Línguas em português: o português macarrônico em Adoniran Barbosa e Antônio de Alcântara Machado

O aspecto social da língua é fato já bastante afirmado e reafirmado no interior dos estudos lingüísticos. Devido ao seu caráter estratificado ela consegue abarcar um grupo variado de falantes e de usuários da língua, reunidos por intermédio de trocas intersubjetivas, sígnicas e materiais que permitem a construção dos espaços políticos de comunicação e de identidade.
Eric Landowski, em seu livro “Presenças do outro”, aponta que a definição da identidade passa também pela aceitação de uma alteridade:

Com efeito, o que dá forma a minha própria identidade não é só a maneira pela qual, reflexivamente, eu me defino (ou tento me definir) em relação a imagem que outro me envia de mim mesmo; é também a maneira pela qual, transitivamente, objetivo a alteridade do outro atribuindo um conteúdo específico à diferença que me separa dele. Assim, quer a encaremos no plano da vivência individual ou da consciência coletiva, a emergência do sentimento de “identidade” parece passar necessariamente pela intermediação de uma “alteridade” a ser construída. (LANDOWSKI, 2002, p. 4)
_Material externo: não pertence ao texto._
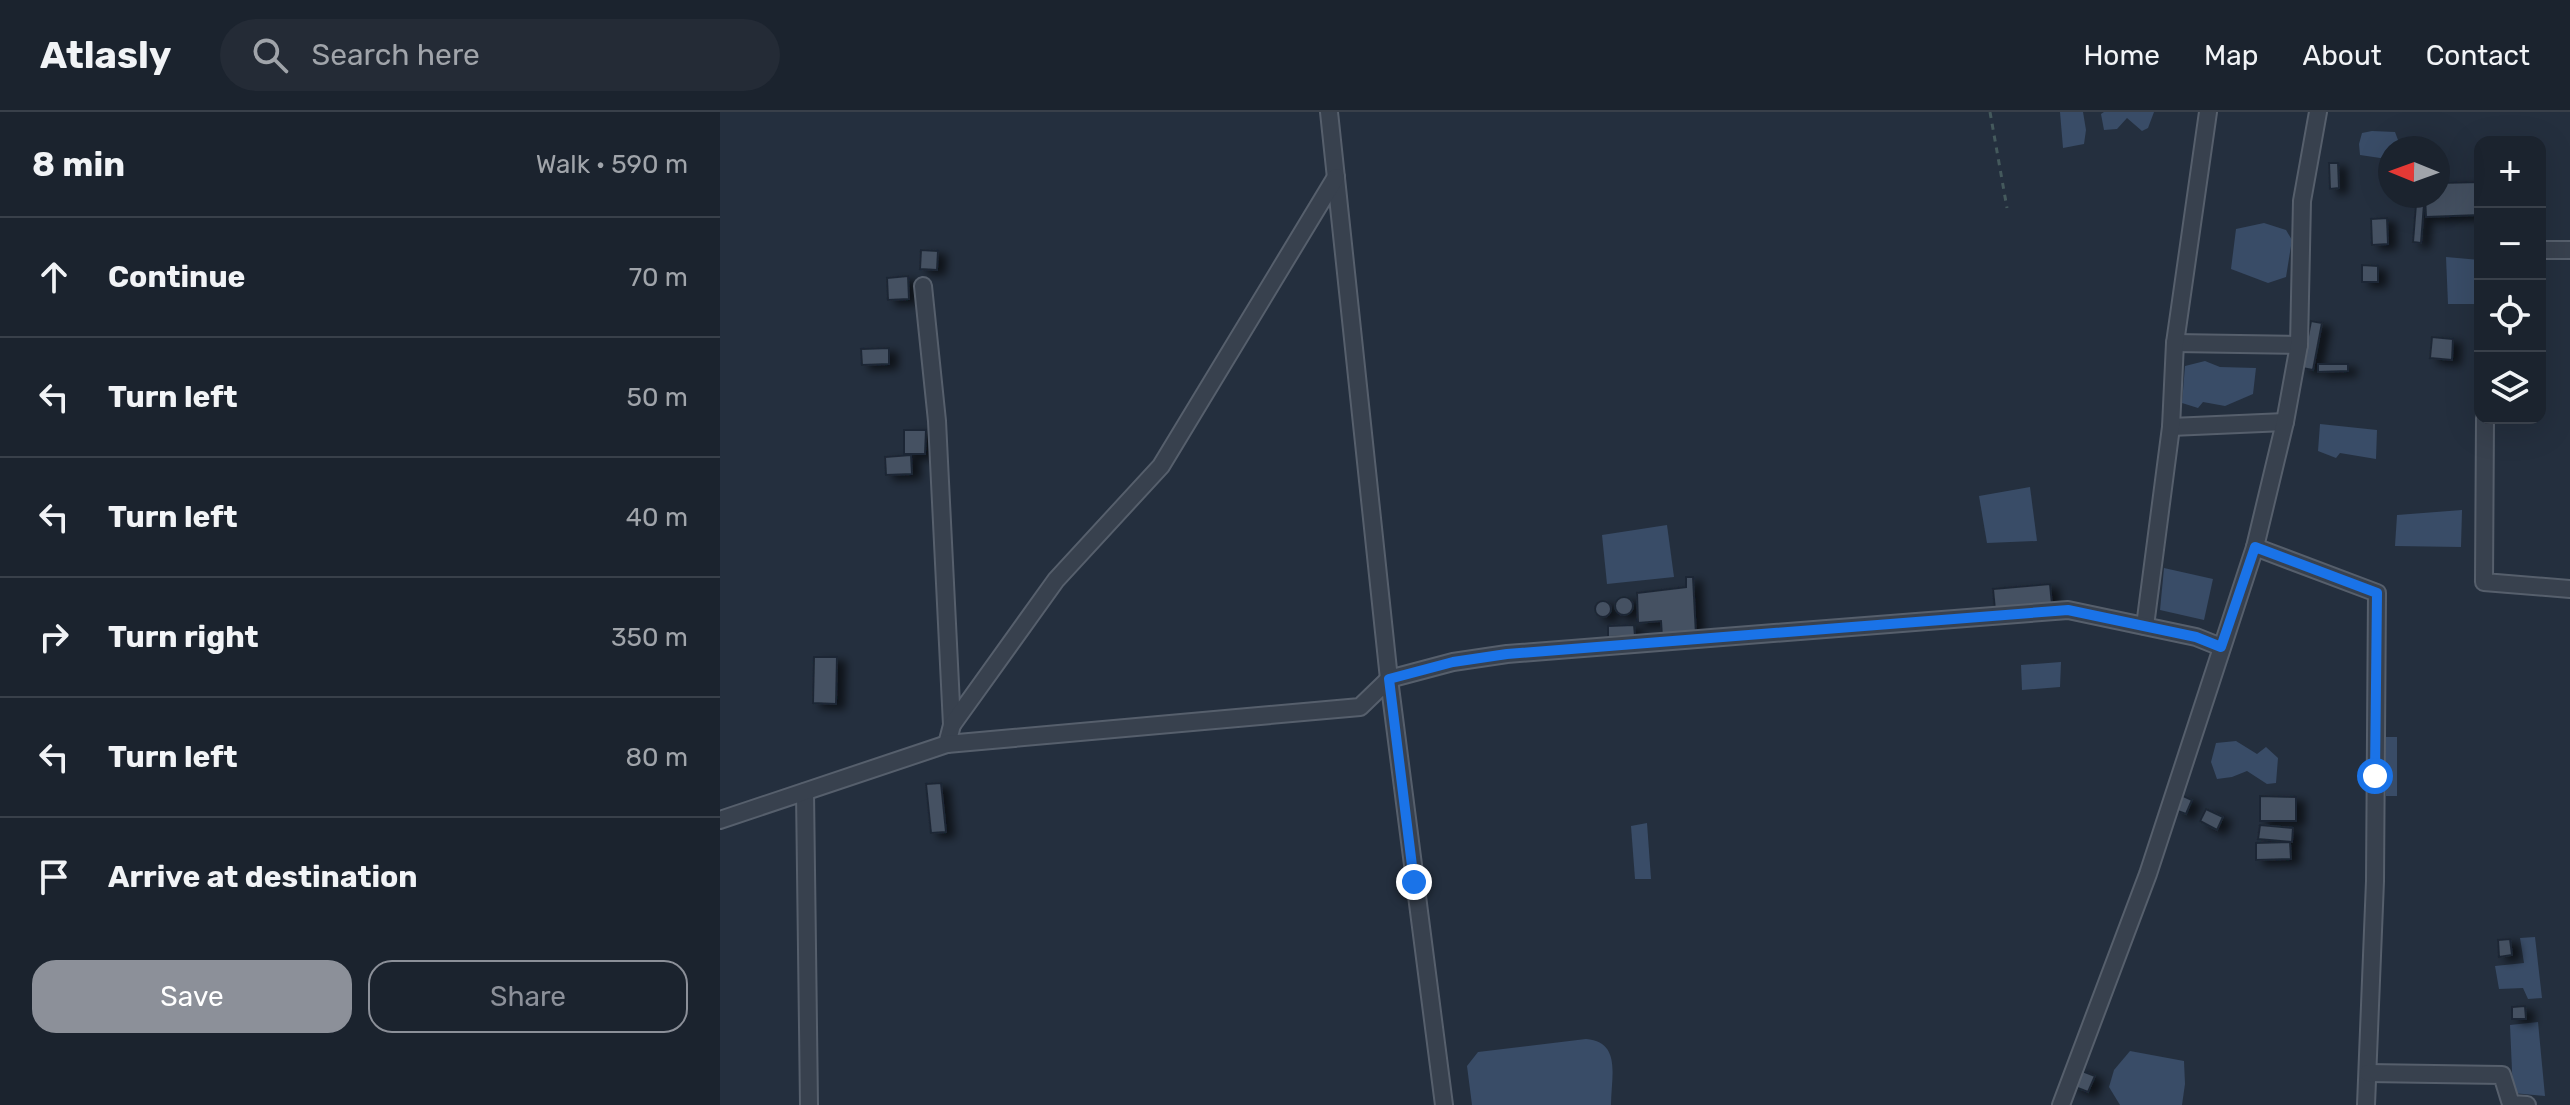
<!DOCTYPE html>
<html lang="en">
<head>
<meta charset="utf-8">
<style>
  body { margin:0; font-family:Rubik,sans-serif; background:#242b36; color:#f1f3f6 }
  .controls { position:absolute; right:24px; top:24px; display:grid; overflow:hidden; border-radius:16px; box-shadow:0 8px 32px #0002 }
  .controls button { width:72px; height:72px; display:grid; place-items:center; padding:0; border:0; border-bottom:2px solid #39404a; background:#1b232e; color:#f1f3f6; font:40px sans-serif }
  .compass { position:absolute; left:1658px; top:24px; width:72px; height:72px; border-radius:50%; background:#1b232e; box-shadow:0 8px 32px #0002; rotate:271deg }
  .stop { position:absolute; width:24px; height:24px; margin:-18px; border:6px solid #1a73e8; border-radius:50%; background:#fff }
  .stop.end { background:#1a73e8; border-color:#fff; box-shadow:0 2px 8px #0008 }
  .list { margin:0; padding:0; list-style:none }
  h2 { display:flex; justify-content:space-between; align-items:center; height:104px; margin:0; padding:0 32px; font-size:34px }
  h2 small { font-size:26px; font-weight:400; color:#a0a4aa }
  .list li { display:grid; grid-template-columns:52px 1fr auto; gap:24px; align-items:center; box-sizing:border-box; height:120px; padding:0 32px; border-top:2px solid #39404a }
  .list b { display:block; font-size:30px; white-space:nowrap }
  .list em { font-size:26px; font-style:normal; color:#a0a4aa }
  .actions { display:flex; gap:16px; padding:24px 32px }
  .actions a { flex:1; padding:18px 0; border:2px solid #8c9099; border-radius:24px; text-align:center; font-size:28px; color:#8c9099 }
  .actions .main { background:#8c9099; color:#fff }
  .icon { flex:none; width:44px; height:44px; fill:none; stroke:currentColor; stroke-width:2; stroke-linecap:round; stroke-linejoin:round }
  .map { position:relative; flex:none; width:1850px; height:993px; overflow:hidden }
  header { display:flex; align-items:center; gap:48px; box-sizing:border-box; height:112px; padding:0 40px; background:#1b232e; border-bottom:2px solid #39404a }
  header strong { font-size:38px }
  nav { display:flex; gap:44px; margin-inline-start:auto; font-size:28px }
  .search { width:560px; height:72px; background:#242b36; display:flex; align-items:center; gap:20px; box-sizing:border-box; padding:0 28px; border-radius:44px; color:#a0a4aa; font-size:30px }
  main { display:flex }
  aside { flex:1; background:#1b232e }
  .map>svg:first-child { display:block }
  .water { fill:#394c67 }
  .building { fill:#455162; stroke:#1f2835; stroke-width:2; filter:url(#shadow) }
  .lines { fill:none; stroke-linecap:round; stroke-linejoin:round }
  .street-casing { stroke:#565f6c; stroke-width:20 }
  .path { stroke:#44595c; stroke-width:3; stroke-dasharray:6 6; stroke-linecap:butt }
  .street { stroke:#38414e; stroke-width:16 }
  .route { stroke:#1a73e8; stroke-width:10 }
</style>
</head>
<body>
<header>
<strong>Atlasly</strong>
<div class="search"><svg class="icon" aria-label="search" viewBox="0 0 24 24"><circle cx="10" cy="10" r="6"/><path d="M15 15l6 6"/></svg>Search here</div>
<nav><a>Home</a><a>Map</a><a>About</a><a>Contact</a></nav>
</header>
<main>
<aside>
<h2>8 min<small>Walk · 590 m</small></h2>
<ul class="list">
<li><svg class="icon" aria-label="ahead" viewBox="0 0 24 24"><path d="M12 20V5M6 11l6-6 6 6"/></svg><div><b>Continue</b></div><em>70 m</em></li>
<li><svg class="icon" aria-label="left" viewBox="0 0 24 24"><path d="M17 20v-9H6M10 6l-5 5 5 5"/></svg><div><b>Turn left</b></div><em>50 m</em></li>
<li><svg class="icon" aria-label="left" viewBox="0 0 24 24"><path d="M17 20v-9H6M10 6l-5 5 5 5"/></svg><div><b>Turn left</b></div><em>40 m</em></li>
<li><svg class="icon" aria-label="right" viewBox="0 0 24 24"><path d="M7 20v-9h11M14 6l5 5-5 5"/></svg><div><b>Turn right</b></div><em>350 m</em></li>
<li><svg class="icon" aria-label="left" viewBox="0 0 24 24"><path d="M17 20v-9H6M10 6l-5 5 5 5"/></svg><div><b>Turn left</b></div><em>80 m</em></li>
<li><svg class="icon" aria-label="arrive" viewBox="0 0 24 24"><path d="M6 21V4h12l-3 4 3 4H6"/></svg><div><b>Arrive at destination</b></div></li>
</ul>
<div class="actions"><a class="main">Save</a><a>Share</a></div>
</aside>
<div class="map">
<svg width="1850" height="993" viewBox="0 0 1850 993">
  <defs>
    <filter id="shadow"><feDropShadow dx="8" dy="4.5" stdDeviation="4" flood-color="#0009"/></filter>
  </defs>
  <rect width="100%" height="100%" fill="#242f3e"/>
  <g class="water">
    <polygon points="1340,0 1363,0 1366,18 1364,32 1343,36"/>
    <polygon points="1384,0 1434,0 1428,16 1422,19 1407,6 1397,17 1384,18 1381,2"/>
    <polygon points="1652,19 1675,20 1678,28 1677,36 1670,36 1670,45 1667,47 1640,43 1639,32 1642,21"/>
    <polygon points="1544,111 1566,118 1572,128 1566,165 1548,171 1511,157 1516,117"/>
    <polygon points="1726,145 1760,148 1760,192 1728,192"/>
    <polygon points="1485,249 1500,255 1536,256 1533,282 1505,294 1483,290 1478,296 1462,291 1465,254"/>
    <polygon points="1600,312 1657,318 1656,347 1620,341 1616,346 1598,339"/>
    <polygon points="1310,375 1317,429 1267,431 1259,384"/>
    <polygon points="1742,398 1741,435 1675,434 1677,403"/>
    <polygon points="947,413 954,465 887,472 882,423"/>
    <polygon points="1444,456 1493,467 1484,508 1440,498"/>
    <polygon points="1341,550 1340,575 1302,578 1301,553"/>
    <polygon points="1665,625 1677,625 1677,684 1666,684"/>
    <polygon points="1516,629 1537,642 1546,635 1558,646 1556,671 1547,672 1527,659 1512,665 1497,667 1491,650 1496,631"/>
    <polygon points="927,711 931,767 915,767 911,714"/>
    <polygon points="1815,825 1822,886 1808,887 1803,876 1779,877 1775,854 1804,851 1800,826"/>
    <polygon points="1818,910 1825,984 1793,981 1790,913"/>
    <path d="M866,927C902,930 891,965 891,993H752L747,954L758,940Z"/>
    <polygon points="1410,939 1464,949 1465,972 1462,993 1400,993 1389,975 1394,958"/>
  </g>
  <g class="building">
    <polygon points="1609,51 1618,51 1619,76 1610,77"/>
    <polygon points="1760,70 1760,103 1706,105 1705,84 1718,84 1718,71"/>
    <polygon points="1696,92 1704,92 1701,131 1693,130"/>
    <polygon points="1667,106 1668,132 1652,133 1651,107"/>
    <polygon points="201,138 218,139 217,158 200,157"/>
    <polygon points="1642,153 1658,154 1658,170 1642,170"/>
    <polygon points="188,164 189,187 168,188 167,166"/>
    <polygon points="1591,209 1602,211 1593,258 1582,256"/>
    <polygon points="1712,225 1733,227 1732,248 1710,246"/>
    <polygon points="169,236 169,252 142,253 141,237"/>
    <polygon points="1598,252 1628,252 1628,259 1598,260"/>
    <polygon points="184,318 206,318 205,342 184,342"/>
    <polygon points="191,343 192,362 166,363 165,345"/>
    <polygon points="966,465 973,465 976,523 942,525 941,509 918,511 917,481 966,475"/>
    <polygon points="1330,472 1332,493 1275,498 1273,477"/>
    <circle cx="904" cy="494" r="9"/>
    <circle cx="883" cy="497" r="8"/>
    <polygon points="914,513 915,524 888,525 888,514"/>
    <polygon points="94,545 117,545 116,592 93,591"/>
    <polygon points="221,671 226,720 211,721 206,672"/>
    <polygon points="1461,683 1472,688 1466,702 1455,698"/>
    <polygon points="1540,684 1576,685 1576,709 1540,709"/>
    <polygon points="1486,697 1503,705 1497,718 1480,709"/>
    <polygon points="1540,713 1573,716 1572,730 1538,727"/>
    <polygon points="1570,730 1571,747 1536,748 1536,731"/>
    <polygon points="1790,827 1792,843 1779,845 1778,828"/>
    <polygon points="1805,894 1806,907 1792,907 1792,895"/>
    <polygon points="1357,957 1375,964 1368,980 1350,973"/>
  </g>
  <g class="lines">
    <defs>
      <g id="street">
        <polyline points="609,0 669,567 724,993"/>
        <polyline points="1820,138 1850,138"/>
        <polyline points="203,174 217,309 232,613"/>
        <polyline points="1455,231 1579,233"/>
        <polyline points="1765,306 1764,470 1850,477"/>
        <polyline points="1451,315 1565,310"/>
        <polyline points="1535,435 1657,481 1655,769 1646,993"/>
        <polyline points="1425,514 1451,315 1455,231 1488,0"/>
        <polyline points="227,632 232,613 336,468 441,354 616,65"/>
        <polyline points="85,680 89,993"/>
        <polyline points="0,708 227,632 640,595 669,567 733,550 787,542 1348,498 1476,525 1501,535"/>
        <polyline points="1648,961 1782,963 1791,992 1807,993"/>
        <polyline points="1341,993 1428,762 1535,435 1565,310 1579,233 1582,89 1598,0"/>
      </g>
    </defs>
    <use href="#street" class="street-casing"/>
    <polyline class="path" points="1270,0 1287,96"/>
    <use href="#street" class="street"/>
  </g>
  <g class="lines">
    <polyline class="route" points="694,770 669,567 733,550 787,542 1348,498 1476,525 1501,535 1535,435 1657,481 1655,664"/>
  </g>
</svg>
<div class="controls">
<button>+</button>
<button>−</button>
<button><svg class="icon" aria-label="locate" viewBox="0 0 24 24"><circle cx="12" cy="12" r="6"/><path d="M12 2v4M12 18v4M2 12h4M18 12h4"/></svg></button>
<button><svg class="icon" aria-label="layers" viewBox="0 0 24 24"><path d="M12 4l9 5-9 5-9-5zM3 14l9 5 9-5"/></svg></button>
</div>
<svg class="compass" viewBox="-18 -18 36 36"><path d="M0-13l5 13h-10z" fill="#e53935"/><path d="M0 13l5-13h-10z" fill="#a0a4aa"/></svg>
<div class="stop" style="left:1655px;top:664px"></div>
<div class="stop end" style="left:694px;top:770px"></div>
</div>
</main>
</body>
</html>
A língua é um signo social e, nesse sentido, consegue aglutinar múltiplas variações lingüísticas utilizadas por diversos grupos distintos. Como a língua portuguesa apresenta uma grande heterogeneidade, conforme bem destacou Marcos Bagno, em “O preconceito lingüístico”, podemos observar que no Brasil, as diferenças regionais no uso da língua são bem caracterizadas e claramente definidas. Isso pode ser percebido pelo “chiado” no falar do carioca e do amazonense, pelo sotaque típico dos nordestinos ou mesmo pela influência de imigrantes – fato constatado na cidade de São Paulo – onde é grande a presença de italianos e seus descendentes. Também na fala dos gaúchos, que mantêm estreitos contatos culturais com seus vizinhos argentinos e uruguaios é patente a recorrência aos castelhanismos. Percebe-se com isso que a variabilidade lingüística em nosso país, passa também por um processo de maturação identitária. O nordestino se identifica com os signos utilizados em sua fala, assim como o carioca, o paulista, o maranhense e o gaúcho se identificam com os seus signos – contudo, o que os define não é a semelhança, mas as diferenças.
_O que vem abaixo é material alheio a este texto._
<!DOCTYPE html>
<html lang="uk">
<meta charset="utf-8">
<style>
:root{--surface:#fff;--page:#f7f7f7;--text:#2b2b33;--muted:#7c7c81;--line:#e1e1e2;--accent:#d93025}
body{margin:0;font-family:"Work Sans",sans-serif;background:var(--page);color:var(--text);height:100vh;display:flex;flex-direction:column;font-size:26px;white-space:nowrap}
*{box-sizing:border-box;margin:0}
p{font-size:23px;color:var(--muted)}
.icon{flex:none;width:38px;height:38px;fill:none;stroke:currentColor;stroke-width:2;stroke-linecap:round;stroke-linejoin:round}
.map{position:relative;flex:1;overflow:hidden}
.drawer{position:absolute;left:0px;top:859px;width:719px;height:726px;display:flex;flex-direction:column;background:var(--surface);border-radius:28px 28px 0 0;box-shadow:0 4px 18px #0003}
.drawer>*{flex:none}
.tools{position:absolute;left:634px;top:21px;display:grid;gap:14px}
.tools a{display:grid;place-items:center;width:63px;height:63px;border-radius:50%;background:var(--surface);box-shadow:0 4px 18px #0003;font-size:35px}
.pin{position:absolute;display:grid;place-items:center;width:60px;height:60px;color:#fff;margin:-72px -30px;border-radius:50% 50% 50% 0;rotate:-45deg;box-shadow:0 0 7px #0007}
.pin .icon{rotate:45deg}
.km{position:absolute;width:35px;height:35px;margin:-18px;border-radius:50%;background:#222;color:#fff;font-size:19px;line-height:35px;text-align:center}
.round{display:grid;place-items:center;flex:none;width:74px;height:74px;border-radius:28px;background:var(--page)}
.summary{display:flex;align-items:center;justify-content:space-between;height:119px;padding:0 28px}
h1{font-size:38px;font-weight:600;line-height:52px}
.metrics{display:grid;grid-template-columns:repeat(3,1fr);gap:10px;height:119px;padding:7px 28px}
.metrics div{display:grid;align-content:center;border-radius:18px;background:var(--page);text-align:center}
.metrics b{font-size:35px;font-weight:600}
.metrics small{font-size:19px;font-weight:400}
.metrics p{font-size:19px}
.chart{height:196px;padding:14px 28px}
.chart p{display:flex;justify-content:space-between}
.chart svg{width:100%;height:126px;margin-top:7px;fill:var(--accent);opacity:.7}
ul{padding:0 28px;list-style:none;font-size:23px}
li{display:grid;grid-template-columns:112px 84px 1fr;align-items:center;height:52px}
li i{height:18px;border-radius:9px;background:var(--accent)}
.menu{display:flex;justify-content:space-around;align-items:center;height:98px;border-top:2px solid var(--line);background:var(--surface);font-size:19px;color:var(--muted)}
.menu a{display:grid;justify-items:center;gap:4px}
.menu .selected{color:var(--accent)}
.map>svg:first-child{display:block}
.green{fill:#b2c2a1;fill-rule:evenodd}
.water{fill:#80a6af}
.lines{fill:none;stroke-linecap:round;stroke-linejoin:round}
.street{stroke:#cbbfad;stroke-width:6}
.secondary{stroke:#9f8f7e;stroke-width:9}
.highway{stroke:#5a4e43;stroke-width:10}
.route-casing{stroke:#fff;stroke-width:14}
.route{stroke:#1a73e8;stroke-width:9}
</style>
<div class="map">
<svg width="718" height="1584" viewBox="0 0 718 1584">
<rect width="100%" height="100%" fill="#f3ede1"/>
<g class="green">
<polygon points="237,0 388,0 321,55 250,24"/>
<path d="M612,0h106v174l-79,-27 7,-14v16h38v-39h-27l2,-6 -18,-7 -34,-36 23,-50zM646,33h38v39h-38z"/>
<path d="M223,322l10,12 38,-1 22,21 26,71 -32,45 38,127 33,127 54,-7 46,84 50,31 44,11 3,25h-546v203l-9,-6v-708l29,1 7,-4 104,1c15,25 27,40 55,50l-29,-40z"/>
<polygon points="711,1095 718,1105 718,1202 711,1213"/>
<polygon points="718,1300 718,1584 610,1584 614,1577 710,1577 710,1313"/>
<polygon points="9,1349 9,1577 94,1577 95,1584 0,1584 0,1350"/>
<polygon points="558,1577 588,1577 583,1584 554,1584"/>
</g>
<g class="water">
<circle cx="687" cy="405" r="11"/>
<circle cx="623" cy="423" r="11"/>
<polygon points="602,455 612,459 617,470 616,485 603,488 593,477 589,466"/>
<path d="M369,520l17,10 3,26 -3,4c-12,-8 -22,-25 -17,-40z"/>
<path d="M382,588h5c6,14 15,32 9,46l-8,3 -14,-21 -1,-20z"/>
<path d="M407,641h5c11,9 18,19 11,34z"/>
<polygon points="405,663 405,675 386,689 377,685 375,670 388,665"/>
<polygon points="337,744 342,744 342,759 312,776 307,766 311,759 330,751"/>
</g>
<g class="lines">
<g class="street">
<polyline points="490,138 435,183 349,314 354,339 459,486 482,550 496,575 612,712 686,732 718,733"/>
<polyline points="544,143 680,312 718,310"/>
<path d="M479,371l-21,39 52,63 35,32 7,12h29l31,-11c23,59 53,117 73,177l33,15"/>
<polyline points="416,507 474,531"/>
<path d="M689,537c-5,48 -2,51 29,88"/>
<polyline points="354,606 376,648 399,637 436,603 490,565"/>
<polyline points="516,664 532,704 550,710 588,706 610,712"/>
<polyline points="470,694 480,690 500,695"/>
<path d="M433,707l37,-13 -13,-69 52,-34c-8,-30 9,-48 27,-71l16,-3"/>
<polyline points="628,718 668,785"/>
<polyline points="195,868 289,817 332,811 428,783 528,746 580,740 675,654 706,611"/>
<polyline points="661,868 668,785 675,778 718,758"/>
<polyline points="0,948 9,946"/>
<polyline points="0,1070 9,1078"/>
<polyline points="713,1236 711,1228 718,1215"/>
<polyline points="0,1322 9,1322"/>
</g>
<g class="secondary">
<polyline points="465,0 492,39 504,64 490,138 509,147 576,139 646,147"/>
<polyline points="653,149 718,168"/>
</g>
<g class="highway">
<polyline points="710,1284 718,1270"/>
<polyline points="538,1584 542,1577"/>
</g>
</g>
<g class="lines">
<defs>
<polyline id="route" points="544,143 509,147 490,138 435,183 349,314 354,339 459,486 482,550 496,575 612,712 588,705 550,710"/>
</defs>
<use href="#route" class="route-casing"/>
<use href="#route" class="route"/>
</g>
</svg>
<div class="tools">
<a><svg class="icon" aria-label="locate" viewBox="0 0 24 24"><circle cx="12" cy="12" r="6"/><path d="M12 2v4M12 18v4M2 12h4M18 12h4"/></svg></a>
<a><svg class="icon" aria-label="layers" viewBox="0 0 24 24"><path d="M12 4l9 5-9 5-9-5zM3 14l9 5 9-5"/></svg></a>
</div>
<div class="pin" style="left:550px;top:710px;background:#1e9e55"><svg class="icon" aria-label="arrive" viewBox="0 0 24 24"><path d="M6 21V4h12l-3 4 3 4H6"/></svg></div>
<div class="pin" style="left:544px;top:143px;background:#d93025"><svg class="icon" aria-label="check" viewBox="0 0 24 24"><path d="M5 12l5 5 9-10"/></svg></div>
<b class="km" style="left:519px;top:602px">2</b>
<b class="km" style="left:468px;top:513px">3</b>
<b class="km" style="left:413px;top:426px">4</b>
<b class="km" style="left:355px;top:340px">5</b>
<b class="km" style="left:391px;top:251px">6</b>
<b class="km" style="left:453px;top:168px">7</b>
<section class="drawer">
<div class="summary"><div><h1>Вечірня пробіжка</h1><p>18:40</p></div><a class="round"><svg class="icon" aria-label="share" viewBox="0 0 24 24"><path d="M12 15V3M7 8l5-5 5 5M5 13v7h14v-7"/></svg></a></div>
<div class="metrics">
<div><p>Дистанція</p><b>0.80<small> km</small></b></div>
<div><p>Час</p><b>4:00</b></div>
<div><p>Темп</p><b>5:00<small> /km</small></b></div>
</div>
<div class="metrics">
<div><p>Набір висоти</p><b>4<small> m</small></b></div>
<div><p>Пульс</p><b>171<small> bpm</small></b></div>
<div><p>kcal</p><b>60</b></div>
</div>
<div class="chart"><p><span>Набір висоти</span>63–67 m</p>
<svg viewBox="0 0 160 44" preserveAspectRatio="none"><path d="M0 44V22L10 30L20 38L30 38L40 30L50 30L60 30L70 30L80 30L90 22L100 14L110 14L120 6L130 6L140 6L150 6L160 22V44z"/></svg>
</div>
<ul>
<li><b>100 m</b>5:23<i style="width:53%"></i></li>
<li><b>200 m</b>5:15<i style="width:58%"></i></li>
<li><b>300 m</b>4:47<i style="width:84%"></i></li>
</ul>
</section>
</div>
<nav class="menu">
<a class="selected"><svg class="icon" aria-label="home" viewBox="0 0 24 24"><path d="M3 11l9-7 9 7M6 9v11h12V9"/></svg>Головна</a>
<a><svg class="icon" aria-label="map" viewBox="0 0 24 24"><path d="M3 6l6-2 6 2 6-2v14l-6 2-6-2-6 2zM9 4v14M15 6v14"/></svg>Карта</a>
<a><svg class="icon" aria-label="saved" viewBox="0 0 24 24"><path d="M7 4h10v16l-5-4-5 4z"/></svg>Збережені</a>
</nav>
O que acontece é que em toda língua do mundo existe um fenômeno chamado variação, isto é, nenhuma língua é falada do mesmo jeito em todos os lugares, assim como nem todas as pessoas falam a própria língua de modo idêntico. (BAGNO, 2004, p. 52)

A língua portuguesa em sua variante paulistana, por exemplo, apresenta grandes semelhanças com a prosódia da língua italiana e isso se deve a fatores históricos. No período entre 1880 e 1930 o Brasil e a Europa passavam por grandes transformações. Lá, o alto crescimento da população e o acelerado processo de industrialização afetaram diretamente as oportunidades de emprego no continente, o que resultou numa intensa fuga demográfica da Europa. Aqui, o país estava passando por um período de fermentação das idéias abolicionistas. A Lei Eusébio de Queirós (1850) marcou o início do processo de abolição, proibindo o tráfico negreiro. A partir deste momento, começa a faltar mão-de-obra nas zonas cafeeiras. Ao mesmo tempo, surge no oeste paulista um grupo de fazendeiros de origem burguesa que defende o uso da mão-de-obra livre nas plantações de café. Nesse primeiro momento os italianos vão atuar nas grandes fazendas de café. Os imigrantes se concentraram principalmente na região sudeste. São Paulo recebeu 70% dos imigrantes italianos e em 1930 eles já correspondiam a 55% da população do estado. A forte presença italiana forjou uma arraigada identidade que se reflete na literatura e na música paulistanas. Nas canções de Adoniran Barbosa podemos observar a presença de uma variante do chamado português “macarrônico”, ou seja, o sambista justapõe traços da língua italiana e portuguesa no mesmo caldeirão e junta tudo isso numa linguagem margeada pela oralidade, pelos vícios e pelos “erros” comuns a camada popular. Essa mistura pode ser percebida na música “Um samba no Bexiga”, de 1956:

Um domingo nóis fumo
Num samba no Bexiga
Na rua Major,
Na casa do Nicola
A mezza notte o'clock,
Saiu uma baita de uma briga.
Era só pizza que avoava
Junto com as brajola.
Nóis era estranho no lugar
E não quisemo se meter.
Não fumo lá pra brigá,
Nós fumo lá pra comê.
Na hora H se enfiemo
Debaixo da mesa,
Fiquemo alí de beleza,
Vendo o Nicola brigá.
Dali a pouco
Escuitemo a patrulha chegá
E o sargento Oliveira falá:
"Não tem importânça,
Vou chamar duas ambulânça.
Carma pessoá,
A situação aqui tá muito cínica.
Os mais pior
Vai pras Crínica.


Nota-se no texto acima alguns indícios do que seria o retrato caricato da fala de uma faixa da população paulistana: os descendentes de imigrantes italianos moradores de alguns bairros, como o Bexiga e o Brás. Isso pode ser percebido nos “erros” de português, pela oralidade com que a música foi construída e pelo tom “macarrônico” do texto.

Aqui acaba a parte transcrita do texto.